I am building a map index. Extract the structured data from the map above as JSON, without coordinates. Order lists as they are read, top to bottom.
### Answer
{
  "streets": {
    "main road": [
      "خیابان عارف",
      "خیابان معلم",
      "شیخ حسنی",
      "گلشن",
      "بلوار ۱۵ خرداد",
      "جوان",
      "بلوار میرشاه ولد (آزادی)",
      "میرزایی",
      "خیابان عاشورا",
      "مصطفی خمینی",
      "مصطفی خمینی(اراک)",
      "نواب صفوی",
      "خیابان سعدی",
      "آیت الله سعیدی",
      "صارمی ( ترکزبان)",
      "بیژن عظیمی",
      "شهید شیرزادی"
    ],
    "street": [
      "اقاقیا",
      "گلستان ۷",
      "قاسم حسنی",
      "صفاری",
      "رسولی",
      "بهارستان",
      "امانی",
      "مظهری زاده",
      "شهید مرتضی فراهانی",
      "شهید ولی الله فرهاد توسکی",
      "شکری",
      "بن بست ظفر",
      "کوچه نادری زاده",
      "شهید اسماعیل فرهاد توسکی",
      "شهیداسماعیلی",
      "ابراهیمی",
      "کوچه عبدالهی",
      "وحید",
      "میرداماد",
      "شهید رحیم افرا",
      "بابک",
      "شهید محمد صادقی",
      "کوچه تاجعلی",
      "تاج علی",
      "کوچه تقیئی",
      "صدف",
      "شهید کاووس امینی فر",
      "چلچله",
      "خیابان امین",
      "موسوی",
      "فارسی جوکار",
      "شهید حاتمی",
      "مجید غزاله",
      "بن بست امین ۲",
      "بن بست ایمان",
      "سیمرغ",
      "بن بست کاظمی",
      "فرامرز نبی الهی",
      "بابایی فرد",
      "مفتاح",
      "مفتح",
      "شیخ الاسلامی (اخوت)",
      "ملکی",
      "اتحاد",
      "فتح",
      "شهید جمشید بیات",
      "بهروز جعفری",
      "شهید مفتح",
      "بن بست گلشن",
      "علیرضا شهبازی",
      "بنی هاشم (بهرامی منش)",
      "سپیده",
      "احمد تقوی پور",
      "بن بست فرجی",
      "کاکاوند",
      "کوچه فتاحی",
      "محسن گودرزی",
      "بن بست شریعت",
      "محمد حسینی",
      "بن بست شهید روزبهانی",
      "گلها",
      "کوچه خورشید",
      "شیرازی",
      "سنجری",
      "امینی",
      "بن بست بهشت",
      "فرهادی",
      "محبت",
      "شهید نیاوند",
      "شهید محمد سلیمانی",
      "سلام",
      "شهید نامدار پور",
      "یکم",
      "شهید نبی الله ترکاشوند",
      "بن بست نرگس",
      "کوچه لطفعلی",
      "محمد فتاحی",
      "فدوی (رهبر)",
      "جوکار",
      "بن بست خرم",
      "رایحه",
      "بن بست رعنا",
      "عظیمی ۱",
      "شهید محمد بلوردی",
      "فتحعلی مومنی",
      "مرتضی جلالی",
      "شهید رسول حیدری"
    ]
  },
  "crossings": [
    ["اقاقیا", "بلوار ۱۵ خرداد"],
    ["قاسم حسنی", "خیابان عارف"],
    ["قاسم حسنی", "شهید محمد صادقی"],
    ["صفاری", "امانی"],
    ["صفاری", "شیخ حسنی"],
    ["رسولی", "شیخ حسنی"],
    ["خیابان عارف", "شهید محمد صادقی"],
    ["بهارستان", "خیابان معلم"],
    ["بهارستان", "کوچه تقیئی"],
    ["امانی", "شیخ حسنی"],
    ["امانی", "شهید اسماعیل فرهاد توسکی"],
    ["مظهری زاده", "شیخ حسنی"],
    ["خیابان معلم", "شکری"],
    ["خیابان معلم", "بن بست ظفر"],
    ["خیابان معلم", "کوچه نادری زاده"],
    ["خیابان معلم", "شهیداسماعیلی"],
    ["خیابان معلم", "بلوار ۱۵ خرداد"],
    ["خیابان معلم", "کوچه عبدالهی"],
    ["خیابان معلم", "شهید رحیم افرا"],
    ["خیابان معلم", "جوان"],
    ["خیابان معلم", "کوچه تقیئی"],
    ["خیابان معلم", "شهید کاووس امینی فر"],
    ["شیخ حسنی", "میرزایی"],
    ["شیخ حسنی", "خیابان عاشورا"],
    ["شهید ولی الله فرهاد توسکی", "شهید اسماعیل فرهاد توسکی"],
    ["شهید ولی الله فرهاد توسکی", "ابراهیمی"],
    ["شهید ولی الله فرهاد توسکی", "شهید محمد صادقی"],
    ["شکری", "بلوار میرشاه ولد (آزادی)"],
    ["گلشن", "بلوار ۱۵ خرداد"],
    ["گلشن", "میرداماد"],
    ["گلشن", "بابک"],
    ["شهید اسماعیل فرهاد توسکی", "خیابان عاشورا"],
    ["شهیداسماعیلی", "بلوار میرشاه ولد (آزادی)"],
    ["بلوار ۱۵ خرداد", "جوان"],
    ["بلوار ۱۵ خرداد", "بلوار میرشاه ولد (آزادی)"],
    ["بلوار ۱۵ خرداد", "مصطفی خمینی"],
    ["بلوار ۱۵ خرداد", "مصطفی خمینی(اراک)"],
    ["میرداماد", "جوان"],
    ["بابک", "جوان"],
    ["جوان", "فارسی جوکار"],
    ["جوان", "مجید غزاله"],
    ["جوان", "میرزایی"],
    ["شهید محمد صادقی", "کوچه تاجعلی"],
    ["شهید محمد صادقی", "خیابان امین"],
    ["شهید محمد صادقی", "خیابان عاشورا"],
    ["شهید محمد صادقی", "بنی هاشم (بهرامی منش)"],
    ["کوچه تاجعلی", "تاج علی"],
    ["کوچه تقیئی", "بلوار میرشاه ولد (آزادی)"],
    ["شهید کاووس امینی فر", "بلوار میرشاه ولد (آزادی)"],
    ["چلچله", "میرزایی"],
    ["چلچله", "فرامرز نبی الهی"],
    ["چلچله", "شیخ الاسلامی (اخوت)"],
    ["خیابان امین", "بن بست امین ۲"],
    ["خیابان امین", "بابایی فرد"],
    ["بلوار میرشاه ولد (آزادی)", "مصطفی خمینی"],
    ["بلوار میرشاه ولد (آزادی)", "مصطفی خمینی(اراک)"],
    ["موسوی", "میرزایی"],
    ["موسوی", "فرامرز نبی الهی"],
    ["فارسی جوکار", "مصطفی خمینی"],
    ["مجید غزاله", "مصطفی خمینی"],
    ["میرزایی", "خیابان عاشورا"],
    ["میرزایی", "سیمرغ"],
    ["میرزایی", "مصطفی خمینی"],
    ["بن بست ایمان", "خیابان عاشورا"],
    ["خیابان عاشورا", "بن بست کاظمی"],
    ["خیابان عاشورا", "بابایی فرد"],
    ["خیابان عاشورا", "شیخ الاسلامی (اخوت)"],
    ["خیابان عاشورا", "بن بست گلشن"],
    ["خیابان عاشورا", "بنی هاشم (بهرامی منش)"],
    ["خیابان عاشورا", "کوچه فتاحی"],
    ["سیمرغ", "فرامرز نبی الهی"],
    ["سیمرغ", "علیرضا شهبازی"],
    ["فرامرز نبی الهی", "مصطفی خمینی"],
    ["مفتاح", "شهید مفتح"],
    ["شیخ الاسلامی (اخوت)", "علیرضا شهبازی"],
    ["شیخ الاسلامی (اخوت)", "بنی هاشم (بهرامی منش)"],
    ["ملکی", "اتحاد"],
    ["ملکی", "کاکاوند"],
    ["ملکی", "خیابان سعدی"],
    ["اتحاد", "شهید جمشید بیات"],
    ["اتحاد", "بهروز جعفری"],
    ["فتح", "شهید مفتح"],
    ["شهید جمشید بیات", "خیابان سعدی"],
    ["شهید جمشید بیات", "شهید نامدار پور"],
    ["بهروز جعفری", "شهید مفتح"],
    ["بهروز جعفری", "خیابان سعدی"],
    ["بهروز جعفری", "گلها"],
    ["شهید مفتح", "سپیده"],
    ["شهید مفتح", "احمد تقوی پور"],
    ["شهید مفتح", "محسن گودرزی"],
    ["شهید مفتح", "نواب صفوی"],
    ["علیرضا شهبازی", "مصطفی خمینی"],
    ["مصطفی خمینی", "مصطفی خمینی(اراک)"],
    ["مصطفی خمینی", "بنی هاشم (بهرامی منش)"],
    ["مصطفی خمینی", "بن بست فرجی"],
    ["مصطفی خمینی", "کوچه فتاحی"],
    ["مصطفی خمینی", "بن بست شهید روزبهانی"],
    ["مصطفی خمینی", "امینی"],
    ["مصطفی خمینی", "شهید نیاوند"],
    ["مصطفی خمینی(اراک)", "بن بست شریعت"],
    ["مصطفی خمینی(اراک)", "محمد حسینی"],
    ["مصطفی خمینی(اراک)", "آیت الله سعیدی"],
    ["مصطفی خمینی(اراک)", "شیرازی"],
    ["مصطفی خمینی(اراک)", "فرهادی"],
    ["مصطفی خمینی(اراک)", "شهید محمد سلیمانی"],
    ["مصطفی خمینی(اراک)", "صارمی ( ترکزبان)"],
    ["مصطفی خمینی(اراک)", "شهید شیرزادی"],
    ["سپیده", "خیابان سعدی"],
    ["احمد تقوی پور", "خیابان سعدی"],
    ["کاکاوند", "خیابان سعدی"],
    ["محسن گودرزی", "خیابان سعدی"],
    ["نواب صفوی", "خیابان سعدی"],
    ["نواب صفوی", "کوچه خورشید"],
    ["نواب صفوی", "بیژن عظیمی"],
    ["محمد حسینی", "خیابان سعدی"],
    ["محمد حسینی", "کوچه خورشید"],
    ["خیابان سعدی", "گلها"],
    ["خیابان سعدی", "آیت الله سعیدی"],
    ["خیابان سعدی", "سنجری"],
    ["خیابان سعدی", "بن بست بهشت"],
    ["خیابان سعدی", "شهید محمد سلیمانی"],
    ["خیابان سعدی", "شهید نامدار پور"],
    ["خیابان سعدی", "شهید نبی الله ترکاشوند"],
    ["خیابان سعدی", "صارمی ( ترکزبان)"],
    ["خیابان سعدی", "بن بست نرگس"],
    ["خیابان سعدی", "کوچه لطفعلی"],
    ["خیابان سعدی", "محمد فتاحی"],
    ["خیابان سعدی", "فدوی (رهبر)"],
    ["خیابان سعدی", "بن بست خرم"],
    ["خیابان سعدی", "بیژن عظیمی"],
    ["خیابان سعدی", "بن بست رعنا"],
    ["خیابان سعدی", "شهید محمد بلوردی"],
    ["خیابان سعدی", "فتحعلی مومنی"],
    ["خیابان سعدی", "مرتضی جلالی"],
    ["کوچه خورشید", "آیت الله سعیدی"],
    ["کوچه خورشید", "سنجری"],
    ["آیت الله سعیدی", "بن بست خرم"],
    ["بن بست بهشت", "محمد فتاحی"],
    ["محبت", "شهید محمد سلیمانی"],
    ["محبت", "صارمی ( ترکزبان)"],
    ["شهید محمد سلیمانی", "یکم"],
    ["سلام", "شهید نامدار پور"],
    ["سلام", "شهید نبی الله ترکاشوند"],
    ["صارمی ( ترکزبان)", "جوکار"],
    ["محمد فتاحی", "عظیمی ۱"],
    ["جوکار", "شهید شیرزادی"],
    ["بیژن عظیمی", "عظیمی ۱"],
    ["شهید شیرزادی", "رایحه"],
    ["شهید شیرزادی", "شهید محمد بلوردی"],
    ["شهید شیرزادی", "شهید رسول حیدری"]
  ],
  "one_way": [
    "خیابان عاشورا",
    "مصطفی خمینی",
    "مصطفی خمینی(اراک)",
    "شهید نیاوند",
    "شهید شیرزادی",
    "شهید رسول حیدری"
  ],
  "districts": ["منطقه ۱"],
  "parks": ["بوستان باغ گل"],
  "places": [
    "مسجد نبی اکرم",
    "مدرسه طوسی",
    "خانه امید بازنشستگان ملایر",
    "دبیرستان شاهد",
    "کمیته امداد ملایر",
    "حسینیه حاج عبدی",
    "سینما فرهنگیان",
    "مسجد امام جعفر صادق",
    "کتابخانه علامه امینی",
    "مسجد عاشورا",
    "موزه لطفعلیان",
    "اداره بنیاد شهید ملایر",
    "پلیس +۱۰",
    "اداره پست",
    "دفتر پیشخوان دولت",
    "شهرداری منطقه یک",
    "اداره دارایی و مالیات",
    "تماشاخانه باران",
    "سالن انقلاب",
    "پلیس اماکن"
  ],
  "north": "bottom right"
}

▶ **WHAT IS NEEDED**
Lines of the listing that include the string "بهرامی" are to be counted; state that count alone.

▶ **EXERCISE RESPONSE**
5